The muscle wasn’t the only one who gladly ratted out Matt’s crackpot crib—as everyone on the streets called it.
She found the building just a few blocks from Martin Luther King Street, deep in the heart of Vine City where renovation and decay clashed in an all out war. She parked a few houses beyond the apartment building and walked back to it, keeping a keen eye open for surprises. There was no doubt she’d found the right place.
Fiona had given quite a thorough description of where Grayson and Matt had held her captive. In fact, Fiona’s description had helped Vega narrow down which neighborhoods to search. Her keen eye for details had saved them at least two days of investigations.
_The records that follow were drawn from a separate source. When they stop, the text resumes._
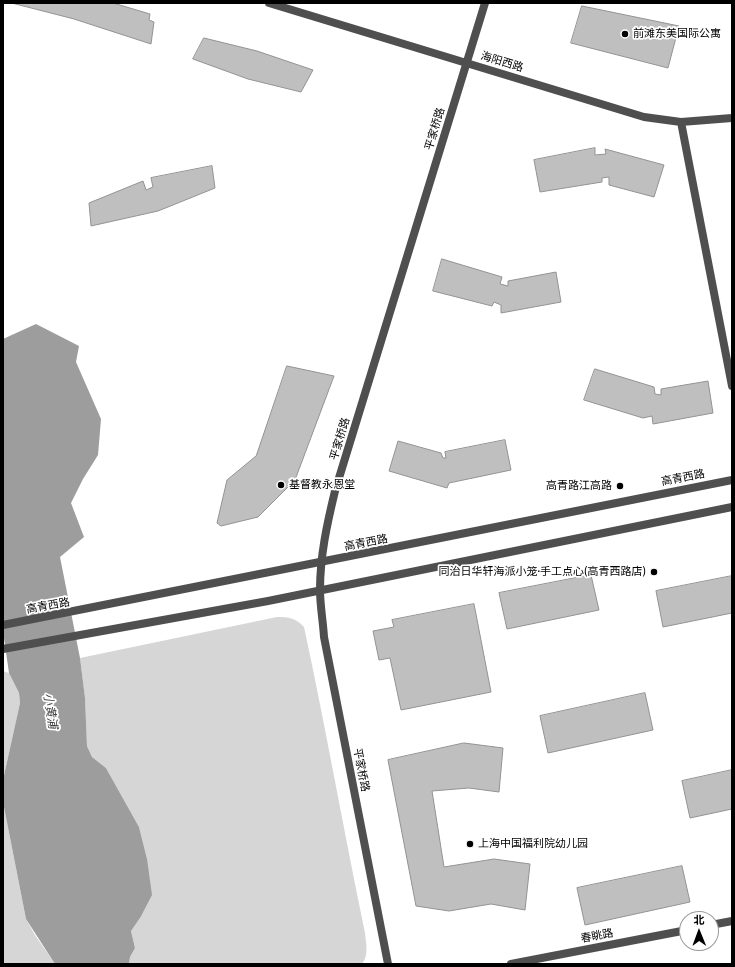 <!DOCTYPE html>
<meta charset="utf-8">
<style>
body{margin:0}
#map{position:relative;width:735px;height:967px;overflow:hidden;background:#fff;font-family:Cabin,"Noto Sans SC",sans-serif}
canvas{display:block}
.frame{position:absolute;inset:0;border:4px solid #000;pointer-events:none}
.north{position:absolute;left:679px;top:911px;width:40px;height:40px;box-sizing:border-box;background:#fff;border:1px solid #999;border-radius:50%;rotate:359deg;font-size:11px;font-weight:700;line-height:16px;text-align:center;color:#000}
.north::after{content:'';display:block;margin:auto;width:14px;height:18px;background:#000;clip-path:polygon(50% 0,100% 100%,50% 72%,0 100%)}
</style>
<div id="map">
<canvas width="735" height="967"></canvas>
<div class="frame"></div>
<div class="north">北</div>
</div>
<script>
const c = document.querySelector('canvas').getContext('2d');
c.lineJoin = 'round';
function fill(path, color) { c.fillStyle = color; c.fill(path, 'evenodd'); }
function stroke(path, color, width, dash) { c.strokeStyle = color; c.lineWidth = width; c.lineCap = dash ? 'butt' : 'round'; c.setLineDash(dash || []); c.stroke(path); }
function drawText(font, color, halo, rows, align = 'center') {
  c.font = font + ' Cabin,"Noto Sans SC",sans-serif'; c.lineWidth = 3.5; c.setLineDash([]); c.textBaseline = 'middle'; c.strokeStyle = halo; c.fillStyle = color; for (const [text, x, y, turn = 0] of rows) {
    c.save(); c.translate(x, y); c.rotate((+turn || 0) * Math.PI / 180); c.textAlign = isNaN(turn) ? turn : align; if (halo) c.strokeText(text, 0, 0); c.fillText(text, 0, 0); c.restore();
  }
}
const green = new Path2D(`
 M277,617C289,617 296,618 304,627C326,729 344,832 365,933C366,944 369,955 362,964H129L130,957L135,948L131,931L140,918L147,859L139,827L106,768L92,757L87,746L85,698L80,658Z
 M3,671L9,673L19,693L20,703L3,780Z
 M3,802L26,919L35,935L55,964H3Z`);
const water = new Path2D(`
 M36,324L79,346L76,362L101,419L98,455L83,479L71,503L84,537L60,557L80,658L85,698L87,746L92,757L106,768L139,827L147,859L152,895L140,918L131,931L135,948L130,957L129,964H55L26,919L3,802V780L20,703L19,693L9,673L3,631V339Z`);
const building = new Path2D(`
 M12,3H113L150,14L149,20L154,22L151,44L74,19Z
 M582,6L679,26L668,68L571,43Z
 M204,38L257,51L313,70L301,92L248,79L193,59Z
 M595,148V155L606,154L605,149L664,165L654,197L609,185V177L602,178V182L540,192L534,160Z
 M212,166L215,188L158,211L91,226L89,203L143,181L146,190L153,187L151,178Z
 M442,259L502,277L500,284L508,286V281L556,272L561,302L501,313V305L494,302L492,306L433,291Z
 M287,366L334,376L295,480L258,517L221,526L217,523L227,480L256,456Z
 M595,369L654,387L655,394L661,395V389L708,381L713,413L653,424L652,416L643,418L584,400Z
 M505,440L511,470L449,483L447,488L389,471L398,441L441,453L443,458H446L445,452Z
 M591,575L599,610L507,629L499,593Z
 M732,576V613L663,627L656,591Z
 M474,604L491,692L401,710L390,658L379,660L373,631L394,627L392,620Z
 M645,693L653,730L548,753L540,716Z
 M464,743L503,748L499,792L469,788L432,791L444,867L494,859L530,864L525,910L491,904L449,911L416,906L388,760Z
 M732,770V809L690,818L682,781Z
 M682,866L690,902L585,925L577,888Z`);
const minor = new Path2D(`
 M269,3L644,117L681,122L732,118
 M681,122L732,386
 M711,925L732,921
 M388,964L324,637C323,621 320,605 320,590C320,556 327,524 335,491L485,3
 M511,964L687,930`);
const tertiary = new Path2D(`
 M3,625L732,480
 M3,649L268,601L732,507`);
const markers = [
 [625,34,4,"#000"],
 [281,485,4,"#000"],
 [620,486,4,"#000"],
 [654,572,4,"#000"],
 [470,844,4,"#000"]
];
const poiNames = [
 ["前滩东美国际公寓",633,34],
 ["基督教永恩堂",289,485],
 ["高青路江高路",612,486,"right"],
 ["同治日华轩海派小笼·手工点心(高青西路店)",646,572,"right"],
 ["上海中国福利院幼儿园",478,844]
];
const streetNames = [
 ["海阳西路",502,62,17],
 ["平家桥路",435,129,-73],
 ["平家桥路",340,439,-73],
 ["高青西路",683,478,-11],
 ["高青西路",366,543,-11],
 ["高青西路",48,606,-10],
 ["平家桥路",361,770,79],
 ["春眺路",597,936,-11]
];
const waterNames = [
 ["小黄浦",50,711,81]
];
fill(green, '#d6d6d6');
fill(water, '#9d9d9d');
fill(building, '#bfbfbf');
stroke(building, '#939393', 1);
stroke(minor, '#4f4f4f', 8);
stroke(tertiary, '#4f4f4f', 8);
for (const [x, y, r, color] of markers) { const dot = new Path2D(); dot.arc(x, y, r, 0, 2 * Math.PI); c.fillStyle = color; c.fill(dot); stroke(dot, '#fff', 1.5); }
drawText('11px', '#000', '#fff', poiNames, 'left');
drawText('11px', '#000', '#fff', streetNames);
drawText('italic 12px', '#3e3e3e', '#fff', waterNames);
</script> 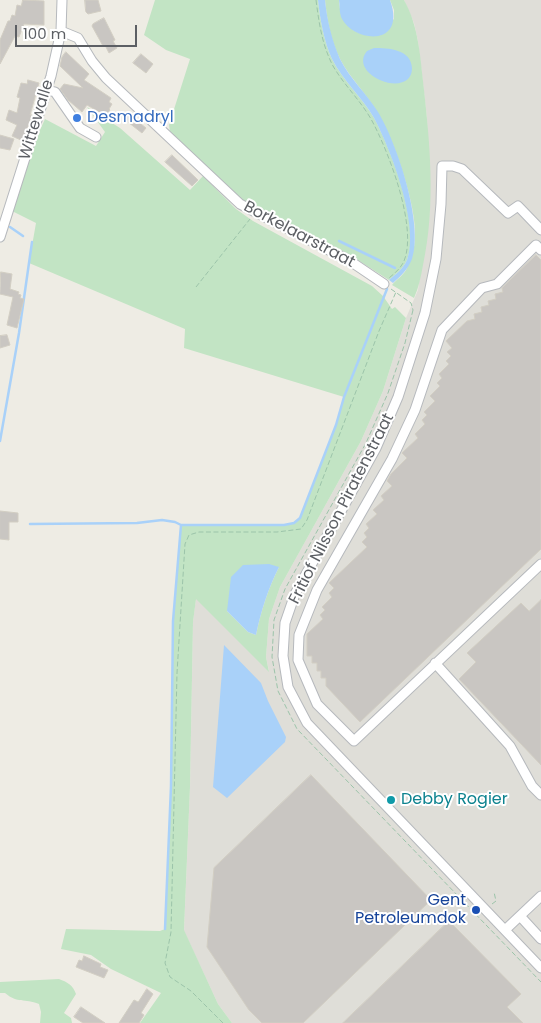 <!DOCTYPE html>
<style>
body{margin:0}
#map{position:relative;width:541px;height:1023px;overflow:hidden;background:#eeece4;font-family:Poppins,sans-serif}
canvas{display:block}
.scale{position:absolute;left:15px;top:25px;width:122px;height:22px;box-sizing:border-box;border:2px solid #5c5f64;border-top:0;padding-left:6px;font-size:15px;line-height:18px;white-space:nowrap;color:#5c5f64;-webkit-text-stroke:4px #fff;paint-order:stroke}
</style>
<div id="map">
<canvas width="541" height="1023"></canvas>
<div class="scale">100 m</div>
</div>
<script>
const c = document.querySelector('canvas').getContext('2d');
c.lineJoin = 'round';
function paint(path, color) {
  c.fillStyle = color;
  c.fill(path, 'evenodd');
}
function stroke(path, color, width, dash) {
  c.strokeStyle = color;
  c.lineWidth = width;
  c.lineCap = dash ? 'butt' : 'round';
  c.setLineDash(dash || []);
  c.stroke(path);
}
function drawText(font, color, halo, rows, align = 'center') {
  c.font = font + ' Poppins,sans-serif';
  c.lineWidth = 4;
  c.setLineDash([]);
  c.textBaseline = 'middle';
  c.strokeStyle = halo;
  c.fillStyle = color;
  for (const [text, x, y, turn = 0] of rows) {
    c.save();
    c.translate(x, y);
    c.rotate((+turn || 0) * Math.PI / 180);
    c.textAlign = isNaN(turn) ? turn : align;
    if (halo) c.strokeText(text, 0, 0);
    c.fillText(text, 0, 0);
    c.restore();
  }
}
const industrial = new Path2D(`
 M404,0h137v1023h-309l-14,-19 -34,-73 6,-144 3,-165 3,-24 73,73 -3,-14 3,-38 11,-32 81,-146 22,-50 23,-73 12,-28 12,-90 -3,-82 -9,-77 -4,-18z`);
const green = new Path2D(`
 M155,0h163c2,19 6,42 14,59 11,22 30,38 42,59 17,31 47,109 33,142 -4,9 -11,14 -18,20l-39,-25 -78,-41 -32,-14 -70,-68 -1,-7 21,-66 -24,-9 -22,-15z
 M325,0h14c1,23 13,35 36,36l19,-17v-9l-4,-10h14c14,25 16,53 19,81 7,61 13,124 0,184 -2,11 -4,22 -9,33l-22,-13c5,-6 12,-10 15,-17 4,-8 8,-21 8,-30 2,-32 -21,-99 -38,-126 -11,-19 -27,-34 -37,-53 -9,-18 -13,-39 -15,-59z
 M87,107l33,21 70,62 13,-14 33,33 17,12 119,65 11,10 9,13 3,-2 11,11 -23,73 -22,50 -81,146 -11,32 -3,38 3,15 -73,-73 -3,23 -3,165 -6,143 34,74 14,19h-92l21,-30 -50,-24 -20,-14 -30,-6 5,-20 94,2 5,-2 6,-143 2,-165 8,-96h103l10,-2 6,-5 36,-93 8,-28 -160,-49 1,-19 -156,-66 7,-40 -24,-12 28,-81 5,-11 51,27 9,-14zM279,567c-11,22 -18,44 -23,68l-8,-3 -21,-21z
 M59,979c8,3 14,6 17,15l-12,19 7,5 1,5h-32l1,-11 -2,-8c-15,-6 -21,0 -34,-11h-5v-11z`);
const water = new Path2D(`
 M318,0h7c2,20 7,41 15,59 10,20 27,35 38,53 19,31 46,112 34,147 -4,10 -11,17 -19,24l-4,-3c7,-6 14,-11 18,-20 13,-34 -16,-110 -33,-142 -12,-21 -31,-37 -42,-59 -8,-17 -12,-40 -14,-59z
 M339,0h51c17,47 -35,43 -48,19 -3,-6 -2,-13 -3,-19z
 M374,48c14,0 37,1 38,20 0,4 -1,8 -4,11 -15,14 -58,-8 -41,-28z
 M269,564l10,3c-11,22 -18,44 -23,68l-8,-3 -21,-21 4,-34 12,-12z
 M224,645l37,38 7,18 18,36 -1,5 -58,56 -14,-11z`);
const stream = new Path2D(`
 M10,227l13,9
 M339,241l56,27
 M0,441l19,-108 13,-91
 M30,524l107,-1 25,-3 13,2 6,3h103l10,-2 6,-5 36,-93 8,-28 43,-108
 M165,929l6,-143 2,-165 8,-96`);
const building = new Path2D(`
 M23,0l21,1v24l-20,-1 -5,13 -4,-1 -15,28v-24l8,-19h2l2,-6 3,1 2,-11 4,1z
 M85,0h13l3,11 -13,3 -2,-2z
 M104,18l11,22 -2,1 4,7 -8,5 -4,-8 -2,1 -11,-20 1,-2z
 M66,52l23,22 -5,6 27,18 -2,4 3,2 -3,5 1,1 -4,6 -19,-11 -5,7 -14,-12 -8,-11 4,-5 19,4 -23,-22 2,-9z
 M141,54l12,10 -7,9 -13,-10z
 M28,80l11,3 -9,32h2l-9,26 -11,-5 5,-11 -11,-5 3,-10 8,3 3,-15 -3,-1 4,-14 6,1z
 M127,113l19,15 -4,5 -18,-14z
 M0,135l14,4 -4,11 -10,-2z
 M172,155l26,25 -6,6 -27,-24z
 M536,255l5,5v289l-181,173 -34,-36v-8h-5v-7h-4v-8h-5v-7h-5v-22l16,-15 -3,-4 5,-5 -3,-3 10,-10 -3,-4 5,-5 -5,-5 38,-36 -5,-5 5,-5 -3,-4 5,-5 -3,-4 11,-10 -4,-4 11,-10 -3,-4 11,-10 -5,-5 4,-7 16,-16 -5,-5 16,-15 -3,-4 10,-10 -3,-4 5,-5 -3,-3 11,-11 -5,-5 10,-10 -3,-3 5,-5 -3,-4 10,-10 -3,-3 5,-5 -4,-4 5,-4 -6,-7 21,-20 8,-2 -1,-5 8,-2 -1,-5 8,-2 -1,-4 8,-2 -1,-5 8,-2 -1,-4z
 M1,272l11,2 -2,15 9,3 -1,2 3,1 -1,3 4,1 -7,29 -10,-3 6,-28 -13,-3z
 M7,335l3,10 -10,3v-12z
 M0,511l18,2v9h-9v18l-9,-1z
 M541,600v165l-82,-86 17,-17 -9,-9 54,-50 8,8z
 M311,775l120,125 -128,123h-41l-13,-13 -42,-63 7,-79z
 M449,921l72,73 -14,13 16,16h-180z
 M84,956l17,8 -1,3 8,3 -4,8 -28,-11 3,-7 3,1z
 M147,989l6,5 -12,19 3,2 -5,8h-20l15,-23 4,2z
 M81,1007l24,16h-22l-9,-6z`);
const path = new Path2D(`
 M316,0c3,23 6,45 17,66 11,19 27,34 38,53 17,31 47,108 33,142 -3,7 -9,12 -15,17
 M196,287l54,-68
 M391,289l20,14 2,7
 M413,310l-8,33 -17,50 -22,50 -81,146 -11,31 -2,37 6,34 19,38 244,253
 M492,904l4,-3 -2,-9
 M223,1023l-32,-32 -21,-14 -5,-14 6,-31 6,-259 8,-129 4,-9 10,-3h78l24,-3 6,-9 72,-189 17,-39`);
const minor = new Path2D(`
 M61,31l17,7 14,23 14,17 134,126 110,57 34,23
 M47,90l8,2 25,36 16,9
 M541,230l-23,-24 -10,7 -46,-44 -9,-3h-11l-1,38 -5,55 -11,54 -27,84 -22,51 -81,146 -10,29 -2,33 5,31 19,36 234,245
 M0,237l51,-161 10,-45 1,-31
 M541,250l-5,-5 -39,39 -15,4 -40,42 -27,80 -23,49 -75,131 -18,45 -1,25 19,44 37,37 187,-177
 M435,663l75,83 22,40 9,9
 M520,916l21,23
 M505,930l36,-34`);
const markers = [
 [77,118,5,"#3f7fe0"],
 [391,800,5,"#0f9aa8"],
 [476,910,5,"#1a4fb4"]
];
const shopNames = [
 ["Desmadryl",87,118]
];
const streetNames = [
 ["Wittewalle",37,120,-73],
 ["Borkelaarstraat",299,235,28],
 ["Fritiof Nilsson Piratenstraat",342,509,-63]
];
const cultureNames = [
 ["Debby Rogier",401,800]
];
const transitNames = [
 ["Gent",466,901],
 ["Petroleumdok",466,919]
];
paint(industrial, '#dfded8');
paint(green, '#c2e4c4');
paint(water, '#a9d1f9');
stroke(stream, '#a9d1f9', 2.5);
paint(building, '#c9c6c2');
stroke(building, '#d2cec3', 1);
stroke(minor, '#b6b9bd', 11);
stroke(path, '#9cc4aa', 1, [5, 2.5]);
stroke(minor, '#fff', 9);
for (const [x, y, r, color] of markers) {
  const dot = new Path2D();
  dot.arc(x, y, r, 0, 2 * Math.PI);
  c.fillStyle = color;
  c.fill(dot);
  stroke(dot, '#fff', 2);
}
drawText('16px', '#366cbe', '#fff', shopNames, 'left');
drawText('16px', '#5c5f64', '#fff', streetNames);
drawText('16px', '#0d838f', '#fff', cultureNames, 'left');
drawText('16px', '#164399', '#fff', transitNames, 'right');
</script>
The apartment building was as dilapidated as Fiona had described. No one inhabiting the singed hull with four walls and most of a roof paid rent. Though, by the glow from the windows the apartment building appeared filled to capacity. On such a chilly night, the residents living without the convenience of electricity would have to build fires to stay warm. Vega zipped up her leather coat and nudged the front entrance door open with her boot. The Beretta in her right hand was loaded and ready. The metal against her skin felt natural, though the weight of the pistol was wrong.